- EXERCISE INSTRUCTIONS
Starting with the line that contains "M651,545l16,-113" and stopping after the line that contains "M546,1250l5,-13", return each line below exactly as written, with no others.

Collected data:
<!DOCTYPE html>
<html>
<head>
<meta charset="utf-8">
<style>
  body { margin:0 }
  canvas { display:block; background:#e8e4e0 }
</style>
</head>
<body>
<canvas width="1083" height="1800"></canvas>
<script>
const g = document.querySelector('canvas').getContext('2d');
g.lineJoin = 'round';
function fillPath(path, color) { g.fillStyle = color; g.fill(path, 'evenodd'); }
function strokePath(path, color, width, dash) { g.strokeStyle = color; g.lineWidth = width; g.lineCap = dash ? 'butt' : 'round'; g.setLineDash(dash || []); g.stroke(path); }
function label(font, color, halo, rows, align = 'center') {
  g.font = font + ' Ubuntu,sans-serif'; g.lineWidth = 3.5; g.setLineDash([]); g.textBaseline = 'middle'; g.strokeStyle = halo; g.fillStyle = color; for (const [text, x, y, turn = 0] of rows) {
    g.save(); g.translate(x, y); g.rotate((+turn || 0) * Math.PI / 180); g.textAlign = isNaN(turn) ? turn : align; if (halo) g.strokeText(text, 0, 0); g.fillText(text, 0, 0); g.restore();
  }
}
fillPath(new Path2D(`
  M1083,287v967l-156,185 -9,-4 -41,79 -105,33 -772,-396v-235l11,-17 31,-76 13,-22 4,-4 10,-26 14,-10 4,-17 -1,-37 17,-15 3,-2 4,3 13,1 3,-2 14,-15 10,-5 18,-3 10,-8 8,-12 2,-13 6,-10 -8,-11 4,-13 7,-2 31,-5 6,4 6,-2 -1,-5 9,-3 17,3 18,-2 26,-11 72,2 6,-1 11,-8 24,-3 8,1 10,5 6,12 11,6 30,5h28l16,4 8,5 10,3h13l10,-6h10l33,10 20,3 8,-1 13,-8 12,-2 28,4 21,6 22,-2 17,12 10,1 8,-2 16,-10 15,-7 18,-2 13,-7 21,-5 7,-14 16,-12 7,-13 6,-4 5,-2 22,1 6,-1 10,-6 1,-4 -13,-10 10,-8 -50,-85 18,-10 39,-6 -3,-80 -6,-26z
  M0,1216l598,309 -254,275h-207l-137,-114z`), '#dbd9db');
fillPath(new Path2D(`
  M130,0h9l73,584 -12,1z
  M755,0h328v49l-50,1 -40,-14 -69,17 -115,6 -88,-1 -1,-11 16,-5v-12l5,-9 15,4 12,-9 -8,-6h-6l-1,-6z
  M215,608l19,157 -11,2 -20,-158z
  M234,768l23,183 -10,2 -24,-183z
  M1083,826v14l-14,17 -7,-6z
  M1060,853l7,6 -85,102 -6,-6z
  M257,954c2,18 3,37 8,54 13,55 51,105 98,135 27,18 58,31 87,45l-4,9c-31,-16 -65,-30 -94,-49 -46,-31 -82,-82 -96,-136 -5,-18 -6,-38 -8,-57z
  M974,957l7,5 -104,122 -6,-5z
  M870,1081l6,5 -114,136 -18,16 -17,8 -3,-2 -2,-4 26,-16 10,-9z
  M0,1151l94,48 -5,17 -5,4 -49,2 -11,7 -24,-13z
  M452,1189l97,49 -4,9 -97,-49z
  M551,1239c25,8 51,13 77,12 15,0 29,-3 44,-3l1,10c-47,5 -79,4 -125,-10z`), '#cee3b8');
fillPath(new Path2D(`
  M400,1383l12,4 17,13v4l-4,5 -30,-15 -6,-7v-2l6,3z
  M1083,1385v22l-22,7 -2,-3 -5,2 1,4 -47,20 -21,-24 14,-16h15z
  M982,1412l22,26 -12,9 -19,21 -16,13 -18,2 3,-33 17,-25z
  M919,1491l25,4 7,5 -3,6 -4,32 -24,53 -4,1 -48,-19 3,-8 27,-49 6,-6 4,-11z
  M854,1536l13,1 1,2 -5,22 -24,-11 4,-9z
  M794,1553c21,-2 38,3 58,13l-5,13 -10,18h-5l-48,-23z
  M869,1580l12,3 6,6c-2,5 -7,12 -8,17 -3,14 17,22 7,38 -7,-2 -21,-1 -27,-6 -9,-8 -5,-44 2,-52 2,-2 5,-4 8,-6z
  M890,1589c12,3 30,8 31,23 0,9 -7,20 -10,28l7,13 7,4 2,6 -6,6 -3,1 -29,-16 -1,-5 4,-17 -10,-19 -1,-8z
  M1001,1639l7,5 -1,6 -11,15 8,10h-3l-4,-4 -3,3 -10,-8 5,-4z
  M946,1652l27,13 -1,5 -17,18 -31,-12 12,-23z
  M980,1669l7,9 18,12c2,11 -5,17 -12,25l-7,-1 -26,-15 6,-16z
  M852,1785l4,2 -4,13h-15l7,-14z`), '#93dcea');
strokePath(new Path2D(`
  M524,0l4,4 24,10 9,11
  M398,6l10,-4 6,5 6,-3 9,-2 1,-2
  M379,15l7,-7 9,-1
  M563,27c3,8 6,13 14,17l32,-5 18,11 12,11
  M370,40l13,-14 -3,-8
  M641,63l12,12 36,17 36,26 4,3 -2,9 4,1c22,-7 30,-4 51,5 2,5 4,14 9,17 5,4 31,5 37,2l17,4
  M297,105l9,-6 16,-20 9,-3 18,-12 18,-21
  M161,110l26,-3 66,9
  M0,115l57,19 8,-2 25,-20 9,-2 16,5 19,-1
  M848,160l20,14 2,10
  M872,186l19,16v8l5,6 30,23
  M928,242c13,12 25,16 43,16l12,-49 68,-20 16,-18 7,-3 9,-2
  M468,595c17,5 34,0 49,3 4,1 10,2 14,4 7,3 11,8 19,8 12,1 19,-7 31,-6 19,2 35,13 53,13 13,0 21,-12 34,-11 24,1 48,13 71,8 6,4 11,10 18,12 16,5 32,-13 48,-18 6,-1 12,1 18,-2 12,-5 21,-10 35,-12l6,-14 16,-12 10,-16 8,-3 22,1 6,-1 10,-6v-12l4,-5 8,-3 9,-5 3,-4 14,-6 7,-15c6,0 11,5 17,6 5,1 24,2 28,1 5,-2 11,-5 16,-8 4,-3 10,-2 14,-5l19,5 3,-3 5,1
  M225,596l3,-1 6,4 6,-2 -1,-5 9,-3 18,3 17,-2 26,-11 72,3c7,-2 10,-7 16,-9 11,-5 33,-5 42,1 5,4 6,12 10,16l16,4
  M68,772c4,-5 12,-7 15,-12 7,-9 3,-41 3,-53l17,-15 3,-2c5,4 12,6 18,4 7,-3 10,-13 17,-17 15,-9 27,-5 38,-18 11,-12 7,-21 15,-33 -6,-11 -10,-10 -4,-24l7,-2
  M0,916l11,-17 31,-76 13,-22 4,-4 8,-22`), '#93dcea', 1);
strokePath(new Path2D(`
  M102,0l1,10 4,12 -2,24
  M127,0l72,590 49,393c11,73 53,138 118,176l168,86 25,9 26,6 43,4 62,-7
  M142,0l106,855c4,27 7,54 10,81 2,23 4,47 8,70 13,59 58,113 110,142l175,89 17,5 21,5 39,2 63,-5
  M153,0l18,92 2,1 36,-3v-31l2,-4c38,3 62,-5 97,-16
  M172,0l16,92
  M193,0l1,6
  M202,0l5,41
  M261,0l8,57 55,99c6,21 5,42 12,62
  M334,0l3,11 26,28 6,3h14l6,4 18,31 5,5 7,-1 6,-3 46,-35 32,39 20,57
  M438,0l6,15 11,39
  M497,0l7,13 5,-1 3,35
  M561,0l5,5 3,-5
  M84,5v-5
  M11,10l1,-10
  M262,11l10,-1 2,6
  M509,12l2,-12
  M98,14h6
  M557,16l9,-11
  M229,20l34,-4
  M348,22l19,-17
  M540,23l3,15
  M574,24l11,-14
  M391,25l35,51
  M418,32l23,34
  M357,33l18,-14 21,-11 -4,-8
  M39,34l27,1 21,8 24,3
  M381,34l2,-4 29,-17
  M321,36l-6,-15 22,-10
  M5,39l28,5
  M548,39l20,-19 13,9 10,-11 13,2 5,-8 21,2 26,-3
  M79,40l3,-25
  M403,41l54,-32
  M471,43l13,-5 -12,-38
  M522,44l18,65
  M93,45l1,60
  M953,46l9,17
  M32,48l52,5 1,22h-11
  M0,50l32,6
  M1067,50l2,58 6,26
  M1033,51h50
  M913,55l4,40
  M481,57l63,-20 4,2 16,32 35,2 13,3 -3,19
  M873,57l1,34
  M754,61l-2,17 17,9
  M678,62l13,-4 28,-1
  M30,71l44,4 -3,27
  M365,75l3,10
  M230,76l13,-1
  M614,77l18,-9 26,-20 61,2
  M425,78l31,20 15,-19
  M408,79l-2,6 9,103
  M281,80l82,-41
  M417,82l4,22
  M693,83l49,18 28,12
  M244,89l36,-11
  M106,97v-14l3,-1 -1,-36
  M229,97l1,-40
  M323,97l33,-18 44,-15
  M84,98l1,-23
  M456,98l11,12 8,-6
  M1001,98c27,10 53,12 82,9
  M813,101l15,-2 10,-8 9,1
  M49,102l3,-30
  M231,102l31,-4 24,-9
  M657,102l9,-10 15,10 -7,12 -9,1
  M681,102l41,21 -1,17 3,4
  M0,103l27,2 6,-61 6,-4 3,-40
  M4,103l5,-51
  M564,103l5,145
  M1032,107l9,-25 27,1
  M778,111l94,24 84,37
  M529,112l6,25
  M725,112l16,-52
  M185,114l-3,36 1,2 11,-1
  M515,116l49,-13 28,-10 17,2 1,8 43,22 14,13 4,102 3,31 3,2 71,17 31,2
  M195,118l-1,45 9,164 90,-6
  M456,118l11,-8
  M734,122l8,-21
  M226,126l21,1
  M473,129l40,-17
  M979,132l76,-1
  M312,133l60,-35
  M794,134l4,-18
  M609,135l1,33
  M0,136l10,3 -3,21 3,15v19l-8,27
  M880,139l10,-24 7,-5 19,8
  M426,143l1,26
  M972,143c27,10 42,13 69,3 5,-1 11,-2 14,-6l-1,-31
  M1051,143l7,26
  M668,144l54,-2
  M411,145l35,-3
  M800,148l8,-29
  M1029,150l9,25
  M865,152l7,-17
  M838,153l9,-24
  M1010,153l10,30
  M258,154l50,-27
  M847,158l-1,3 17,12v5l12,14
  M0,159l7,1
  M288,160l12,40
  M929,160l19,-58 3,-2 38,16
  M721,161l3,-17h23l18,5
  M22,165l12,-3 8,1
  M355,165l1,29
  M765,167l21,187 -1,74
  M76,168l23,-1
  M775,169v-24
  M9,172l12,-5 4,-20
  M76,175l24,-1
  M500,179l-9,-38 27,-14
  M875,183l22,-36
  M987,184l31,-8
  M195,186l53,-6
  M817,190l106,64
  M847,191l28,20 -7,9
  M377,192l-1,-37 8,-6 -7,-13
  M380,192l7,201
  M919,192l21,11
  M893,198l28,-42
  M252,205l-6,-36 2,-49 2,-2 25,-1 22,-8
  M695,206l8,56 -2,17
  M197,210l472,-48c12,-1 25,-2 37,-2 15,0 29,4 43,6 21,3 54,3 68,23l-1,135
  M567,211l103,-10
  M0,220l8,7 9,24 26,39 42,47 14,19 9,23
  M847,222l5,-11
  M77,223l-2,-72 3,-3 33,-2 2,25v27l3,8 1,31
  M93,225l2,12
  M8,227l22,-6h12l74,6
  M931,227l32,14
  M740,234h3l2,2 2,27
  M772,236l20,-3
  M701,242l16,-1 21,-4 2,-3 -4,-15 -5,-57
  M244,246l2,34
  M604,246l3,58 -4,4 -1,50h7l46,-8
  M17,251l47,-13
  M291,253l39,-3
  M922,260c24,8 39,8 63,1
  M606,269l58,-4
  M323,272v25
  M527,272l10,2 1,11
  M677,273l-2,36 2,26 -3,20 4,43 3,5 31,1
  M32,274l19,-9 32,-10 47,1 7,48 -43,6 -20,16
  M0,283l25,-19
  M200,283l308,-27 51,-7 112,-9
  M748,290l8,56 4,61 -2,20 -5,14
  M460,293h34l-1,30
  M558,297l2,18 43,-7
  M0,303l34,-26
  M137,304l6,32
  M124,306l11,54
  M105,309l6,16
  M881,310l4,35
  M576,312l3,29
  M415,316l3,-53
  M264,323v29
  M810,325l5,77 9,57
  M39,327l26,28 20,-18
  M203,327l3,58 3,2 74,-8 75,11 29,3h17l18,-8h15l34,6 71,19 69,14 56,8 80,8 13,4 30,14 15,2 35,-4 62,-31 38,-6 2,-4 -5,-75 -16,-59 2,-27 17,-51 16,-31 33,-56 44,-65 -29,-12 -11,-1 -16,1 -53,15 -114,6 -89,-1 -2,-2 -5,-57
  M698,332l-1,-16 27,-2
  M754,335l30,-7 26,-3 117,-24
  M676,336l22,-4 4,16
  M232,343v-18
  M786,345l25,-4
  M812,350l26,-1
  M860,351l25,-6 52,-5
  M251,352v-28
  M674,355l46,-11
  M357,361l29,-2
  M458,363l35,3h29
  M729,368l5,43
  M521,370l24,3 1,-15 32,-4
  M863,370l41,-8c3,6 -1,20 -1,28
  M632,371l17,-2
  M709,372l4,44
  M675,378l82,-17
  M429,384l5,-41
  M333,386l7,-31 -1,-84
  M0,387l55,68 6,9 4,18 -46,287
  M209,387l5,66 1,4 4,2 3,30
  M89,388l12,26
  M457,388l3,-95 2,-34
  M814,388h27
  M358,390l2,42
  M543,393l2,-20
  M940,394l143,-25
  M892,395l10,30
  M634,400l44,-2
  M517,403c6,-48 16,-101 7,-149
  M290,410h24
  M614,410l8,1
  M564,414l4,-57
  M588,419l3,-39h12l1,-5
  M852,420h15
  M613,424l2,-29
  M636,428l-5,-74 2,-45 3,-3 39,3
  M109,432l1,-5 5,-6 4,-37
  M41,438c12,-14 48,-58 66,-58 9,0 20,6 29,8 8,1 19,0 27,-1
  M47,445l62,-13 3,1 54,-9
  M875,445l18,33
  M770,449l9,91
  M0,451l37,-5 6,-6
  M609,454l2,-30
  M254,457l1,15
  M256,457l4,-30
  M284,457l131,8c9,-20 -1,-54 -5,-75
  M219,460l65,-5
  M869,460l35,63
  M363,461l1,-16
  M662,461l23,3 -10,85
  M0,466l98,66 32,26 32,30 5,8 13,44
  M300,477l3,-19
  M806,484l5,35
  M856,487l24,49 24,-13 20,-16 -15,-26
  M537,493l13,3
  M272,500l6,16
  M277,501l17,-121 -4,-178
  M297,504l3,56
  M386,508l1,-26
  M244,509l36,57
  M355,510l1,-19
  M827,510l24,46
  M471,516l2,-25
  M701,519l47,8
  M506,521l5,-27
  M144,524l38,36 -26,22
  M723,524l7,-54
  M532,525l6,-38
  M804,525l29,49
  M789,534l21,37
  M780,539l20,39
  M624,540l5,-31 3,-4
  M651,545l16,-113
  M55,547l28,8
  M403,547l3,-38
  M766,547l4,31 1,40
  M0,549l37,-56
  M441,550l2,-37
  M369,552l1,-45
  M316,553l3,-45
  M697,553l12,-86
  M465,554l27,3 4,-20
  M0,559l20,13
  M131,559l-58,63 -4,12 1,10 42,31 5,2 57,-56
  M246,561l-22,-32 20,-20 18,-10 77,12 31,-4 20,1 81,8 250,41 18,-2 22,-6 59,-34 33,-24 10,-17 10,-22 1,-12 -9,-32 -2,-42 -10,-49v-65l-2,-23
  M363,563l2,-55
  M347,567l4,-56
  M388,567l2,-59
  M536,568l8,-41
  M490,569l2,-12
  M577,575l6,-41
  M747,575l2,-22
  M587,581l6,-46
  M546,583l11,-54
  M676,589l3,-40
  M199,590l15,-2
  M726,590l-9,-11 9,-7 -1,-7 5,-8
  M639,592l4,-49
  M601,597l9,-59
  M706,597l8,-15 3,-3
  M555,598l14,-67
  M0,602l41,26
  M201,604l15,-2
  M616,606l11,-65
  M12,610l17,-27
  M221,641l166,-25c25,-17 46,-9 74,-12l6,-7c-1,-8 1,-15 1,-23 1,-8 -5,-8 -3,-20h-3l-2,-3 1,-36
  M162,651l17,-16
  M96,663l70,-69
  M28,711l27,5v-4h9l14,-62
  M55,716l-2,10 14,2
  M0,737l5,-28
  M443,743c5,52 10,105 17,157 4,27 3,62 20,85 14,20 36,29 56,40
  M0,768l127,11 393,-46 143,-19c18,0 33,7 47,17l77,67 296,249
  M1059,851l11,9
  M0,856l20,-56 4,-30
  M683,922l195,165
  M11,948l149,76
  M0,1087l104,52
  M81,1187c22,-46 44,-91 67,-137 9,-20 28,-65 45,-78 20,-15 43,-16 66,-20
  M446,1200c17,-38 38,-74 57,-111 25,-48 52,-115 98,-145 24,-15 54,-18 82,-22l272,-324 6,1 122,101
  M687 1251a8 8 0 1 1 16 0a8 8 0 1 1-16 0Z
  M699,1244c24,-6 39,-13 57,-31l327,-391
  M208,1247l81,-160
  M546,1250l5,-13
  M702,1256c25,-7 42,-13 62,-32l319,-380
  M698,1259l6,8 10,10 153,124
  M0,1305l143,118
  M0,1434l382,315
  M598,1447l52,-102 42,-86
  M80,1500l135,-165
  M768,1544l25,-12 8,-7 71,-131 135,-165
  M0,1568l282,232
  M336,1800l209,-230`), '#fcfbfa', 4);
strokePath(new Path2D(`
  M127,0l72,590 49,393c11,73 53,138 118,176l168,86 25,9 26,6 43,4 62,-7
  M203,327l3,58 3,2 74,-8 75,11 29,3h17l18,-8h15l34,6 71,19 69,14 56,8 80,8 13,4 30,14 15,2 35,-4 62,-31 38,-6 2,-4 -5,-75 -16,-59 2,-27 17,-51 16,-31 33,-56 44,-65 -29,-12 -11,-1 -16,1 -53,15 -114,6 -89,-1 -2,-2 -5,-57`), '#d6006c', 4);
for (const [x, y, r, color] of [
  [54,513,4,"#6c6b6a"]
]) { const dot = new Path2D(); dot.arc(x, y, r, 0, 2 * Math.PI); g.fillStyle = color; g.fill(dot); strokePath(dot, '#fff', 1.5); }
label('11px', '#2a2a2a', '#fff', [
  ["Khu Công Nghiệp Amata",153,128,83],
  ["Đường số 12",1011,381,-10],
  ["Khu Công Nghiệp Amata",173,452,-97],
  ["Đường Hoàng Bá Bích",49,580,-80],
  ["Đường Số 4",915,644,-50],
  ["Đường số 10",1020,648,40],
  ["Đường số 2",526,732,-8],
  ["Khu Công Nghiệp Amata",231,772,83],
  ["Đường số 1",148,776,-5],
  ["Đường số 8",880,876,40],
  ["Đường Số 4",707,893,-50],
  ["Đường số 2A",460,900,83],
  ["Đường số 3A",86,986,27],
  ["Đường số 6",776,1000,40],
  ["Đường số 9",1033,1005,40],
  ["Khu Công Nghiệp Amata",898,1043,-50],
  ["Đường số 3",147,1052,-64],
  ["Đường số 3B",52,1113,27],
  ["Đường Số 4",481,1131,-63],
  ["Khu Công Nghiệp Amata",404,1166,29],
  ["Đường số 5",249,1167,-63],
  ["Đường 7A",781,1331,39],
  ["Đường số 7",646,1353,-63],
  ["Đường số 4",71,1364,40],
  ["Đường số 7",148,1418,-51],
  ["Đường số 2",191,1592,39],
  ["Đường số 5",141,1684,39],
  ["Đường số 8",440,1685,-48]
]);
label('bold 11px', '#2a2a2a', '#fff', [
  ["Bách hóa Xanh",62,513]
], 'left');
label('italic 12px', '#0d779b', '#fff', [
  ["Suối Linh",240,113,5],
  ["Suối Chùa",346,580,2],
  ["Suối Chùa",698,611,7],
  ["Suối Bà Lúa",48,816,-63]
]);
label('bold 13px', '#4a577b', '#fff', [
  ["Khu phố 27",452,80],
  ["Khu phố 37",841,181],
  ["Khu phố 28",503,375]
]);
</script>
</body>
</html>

- COMPLETED TASK
  M651,545l16,-113
  M55,547l28,8
  M403,547l3,-38
  M766,547l4,31 1,40
  M0,549l37,-56
  M441,550l2,-37
  M369,552l1,-45
  M316,553l3,-45
  M697,553l12,-86
  M465,554l27,3 4,-20
  M0,559l20,13
  M131,559l-58,63 -4,12 1,10 42,31 5,2 57,-56
  M246,561l-22,-32 20,-20 18,-10 77,12 31,-4 20,1 81,8 250,41 18,-2 22,-6 59,-34 33,-24 10,-17 10,-22 1,-12 -9,-32 -2,-42 -10,-49v-65l-2,-23
  M363,563l2,-55
  M347,567l4,-56
  M388,567l2,-59
  M536,568l8,-41
  M490,569l2,-12
  M577,575l6,-41
  M747,575l2,-22
  M587,581l6,-46
  M546,583l11,-54
  M676,589l3,-40
  M199,590l15,-2
  M726,590l-9,-11 9,-7 -1,-7 5,-8
  M639,592l4,-49
  M601,597l9,-59
  M706,597l8,-15 3,-3
  M555,598l14,-67
  M0,602l41,26
  M201,604l15,-2
  M616,606l11,-65
  M12,610l17,-27
  M221,641l166,-25c25,-17 46,-9 74,-12l6,-7c-1,-8 1,-15 1,-23 1,-8 -5,-8 -3,-20h-3l-2,-3 1,-36
  M162,651l17,-16
  M96,663l70,-69
  M28,711l27,5v-4h9l14,-62
  M55,716l-2,10 14,2
  M0,737l5,-28
  M443,743c5,52 10,105 17,157 4,27 3,62 20,85 14,20 36,29 56,40
  M0,768l127,11 393,-46 143,-19c18,0 33,7 47,17l77,67 296,249
  M1059,851l11,9
  M0,856l20,-56 4,-30
  M683,922l195,165
  M11,948l149,76
  M0,1087l104,52
  M81,1187c22,-46 44,-91 67,-137 9,-20 28,-65 45,-78 20,-15 43,-16 66,-20
  M446,1200c17,-38 38,-74 57,-111 25,-48 52,-115 98,-145 24,-15 54,-18 82,-22l272,-324 6,1 122,101
  M687 1251a8 8 0 1 1 16 0a8 8 0 1 1-16 0Z
  M699,1244c24,-6 39,-13 57,-31l327,-391
  M208,1247l81,-160
  M546,1250l5,-13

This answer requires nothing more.